The IMF has planned 2.665 trillion rupees for defense spending for the next fiscal year, but the government wanted to sanction around 3 trillion rupees due to increased hostilities on the eastern and western borders.

A senior MP said provinces would freeze their development budgets at this year’s actual spending. This will create some room for additional spending on strategic natural initiatives and funding of water sector projects.

Punjab, earlier this month, had informed the federal government that it would spend Rs 1.45 trillion on development in the next fiscal year, but the provincial government is now expected to reduce the spending budget by more than Rs 150 billion.

Sindh had also been informed that it would spend Rs 816 billion on development plans in the next fiscal year, an amount that would also decrease in light of a new understanding between shareholders. Khyber-Pakhtunkhwa plans to spend 564 billion rupees, but could freeze spending.

Balochistan’s new development budget is Rs 308 billion, which is already Rs 53 billion less than this year.

The IMF will also have to be taken into account. The global lender has placed a condition that the National Assembly will approve only its approved budget to ensure that the government does not abandon the path of fiscal stabilization.

Salary tax relief

Sources said the government could announce a relief of Rs 50 billion for the salaried class in the budget by reducing tax rates on monthly income over Rs 183,400, introducing a new slab and widening the ceiling that will attract the highest income tax rate.

Read this: The 2026-27 budget signals a reformist turn

Salaried people are harmed by the government’s reckless measures of increasing petroleum tax to make up for the FBR shortfall and increasing their tax burden over the last three years, resulting in their direct tax contributions to over Rs 600 billion, excluding the impact of the tax.

For a monthly income of up to Rs 267,000, the tax rate could be reduced by 5% to 20%. There are around 400,000 people in this group. For a monthly income of up to Rs 341,000, the rate could be reduced to 25% with 160,000 taxpayers in this group.
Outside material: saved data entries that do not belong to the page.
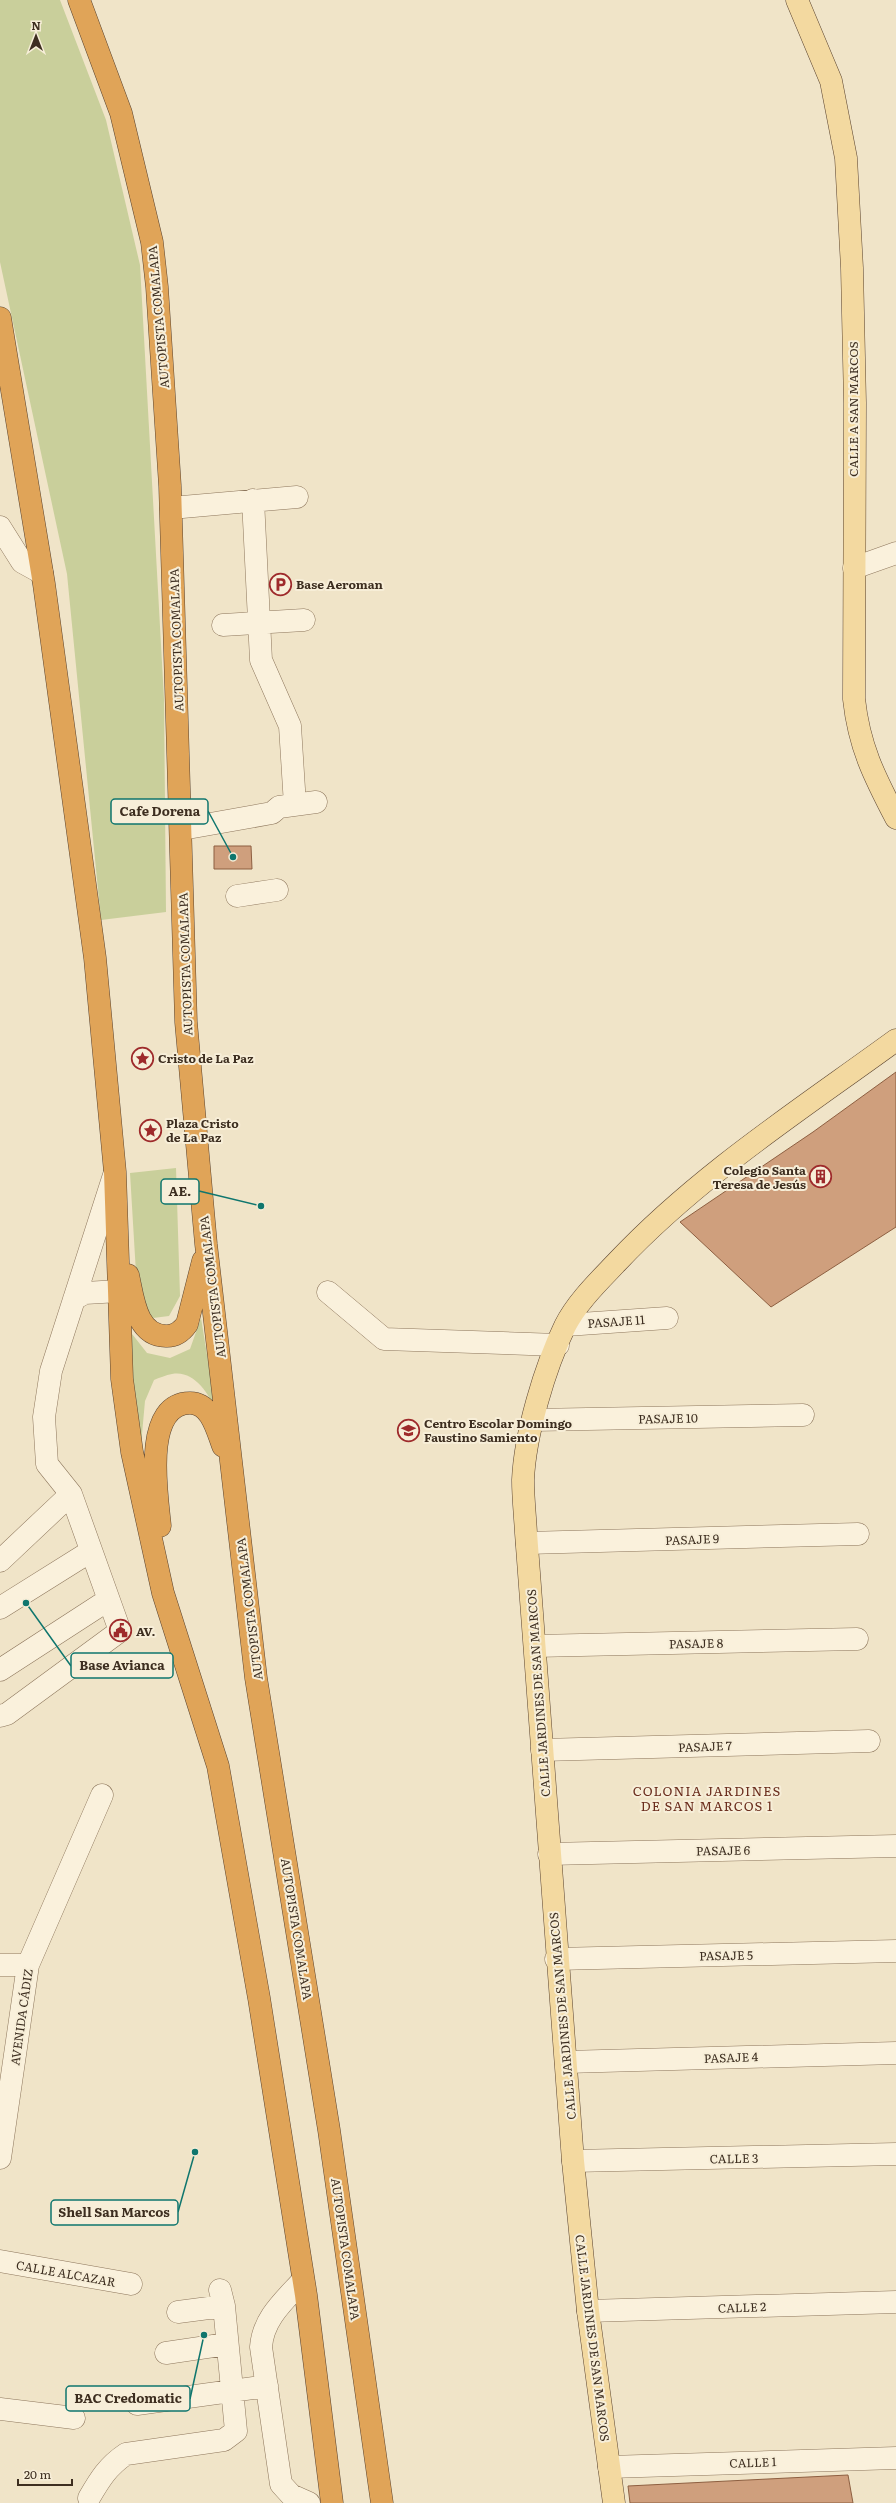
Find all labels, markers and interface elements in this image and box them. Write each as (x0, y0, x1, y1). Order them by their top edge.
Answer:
north arrow (16, 16, 56, 56)
text: N (31, 17, 41, 33)
street label: AUTOPISTA COMALAPA (143, 245, 173, 389)
street label: CALLE A SAN MARCOS (844, 341, 862, 477)
street label: AUTOPISTA COMALAPA (164, 568, 187, 712)
parking icon: Base Aeroman (268, 571, 294, 597)
place label: Base Aeroman (296, 575, 384, 593)
callout: Cafe Dorena (111, 799, 208, 824)
text: Cafe Dorena (120, 801, 201, 820)
street label: AUTOPISTA COMALAPA (173, 892, 196, 1036)
place icon: Cristo de La Paz (129, 1045, 155, 1071)
place label: Cristo de La Paz (158, 1049, 254, 1067)
place label: Plaza Cristo de La Paz (166, 1114, 239, 1146)
place icon: Plaza Cristo de La Paz (138, 1117, 164, 1143)
place label: Colegio Santa Teresa de Jesús (712, 1161, 806, 1193)
building icon: Colegio Santa Teresa de Jesús (808, 1164, 834, 1190)
callout: AE. (161, 1179, 199, 1204)
text: AE. (169, 1181, 191, 1200)
street label: AUTOPISTA COMALAPA (194, 1215, 230, 1359)
street label: PASAJE 11 (587, 1310, 645, 1332)
street label: PASAJE 10 (638, 1408, 698, 1428)
place label: Centro Escolar Domingo Faustino Samiento (424, 1414, 573, 1446)
school or university icon: Centro Escolar Domingo Faustino Samiento (395, 1417, 421, 1443)
street label: PASAJE 9 (665, 1529, 719, 1549)
street label: AUTOPISTA COMALAPA (231, 1537, 267, 1681)
street label: CALLE JARDINES DE SAN MARCOS (522, 1589, 554, 1797)
public building icon: AV. (107, 1618, 133, 1644)
place label: AV. (136, 1622, 155, 1640)
street label: PASAJE 8 (669, 1634, 724, 1652)
callout: Base Avianca (71, 1653, 173, 1678)
text: Base Avianca (79, 1655, 165, 1674)
street label: PASAJE 7 (678, 1736, 732, 1756)
district label: COLONIA JARDINES DE SAN MARCOS 1 (633, 1781, 781, 1815)
street label: PASAJE 6 (696, 1841, 751, 1859)
street label: AUTOPISTA COMALAPA (277, 1857, 317, 2001)
street label: CALLE JARDINES DE SAN MARCOS (544, 1912, 580, 2120)
street label: PASAJE 5 (699, 1946, 753, 1964)
street label: AVENIDA CÁDIZ (5, 1967, 37, 2067)
street label: PASAJE 4 (703, 2047, 759, 2067)
street label: CALLE 3 (709, 2149, 759, 2167)
street label: AUTOPISTA COMALAPA (327, 2177, 365, 2321)
callout: Shell San Marcos (51, 2200, 178, 2225)
text: Shell San Marcos (58, 2202, 170, 2221)
street label: CALLE JARDINES DE SAN MARCOS (571, 2234, 615, 2442)
street label: CALLE ALCAZAR (15, 2255, 118, 2291)
street label: CALLE 2 (718, 2297, 766, 2317)
callout: BAC Credomatic (66, 2386, 190, 2411)
text: BAC Credomatic (74, 2388, 182, 2407)
street label: CALLE 1 (729, 2452, 777, 2472)
scale bar (18, 2461, 72, 2487)
text: 20 m (24, 2465, 51, 2483)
The government may set a rate of 29% on a maximum of Rs 467,000 a month and could introduce a rate of 32% on a monthly income of up to Rs 583,000. For monthly incomes of more than Rs 583,000, more than Rs 7 million a year, the government wants to charge the maximum rate of 35%, relaxing the ceiling significantly.

Corporate relief

The government may also reduce the minimum rate of turnover tax to 1.25%, subject to fiscal space, which could provide around Rs 65 billion in relief. There is also a proposal to abolish super tax on annual income of up to Rs 400 million of individuals and reduce the highest super tax rate for companies to 8% to provide relief of Rs 100 billion.

The government also wants to give Rs 80 billion in aid to exporters and has shared the final package with the IMF.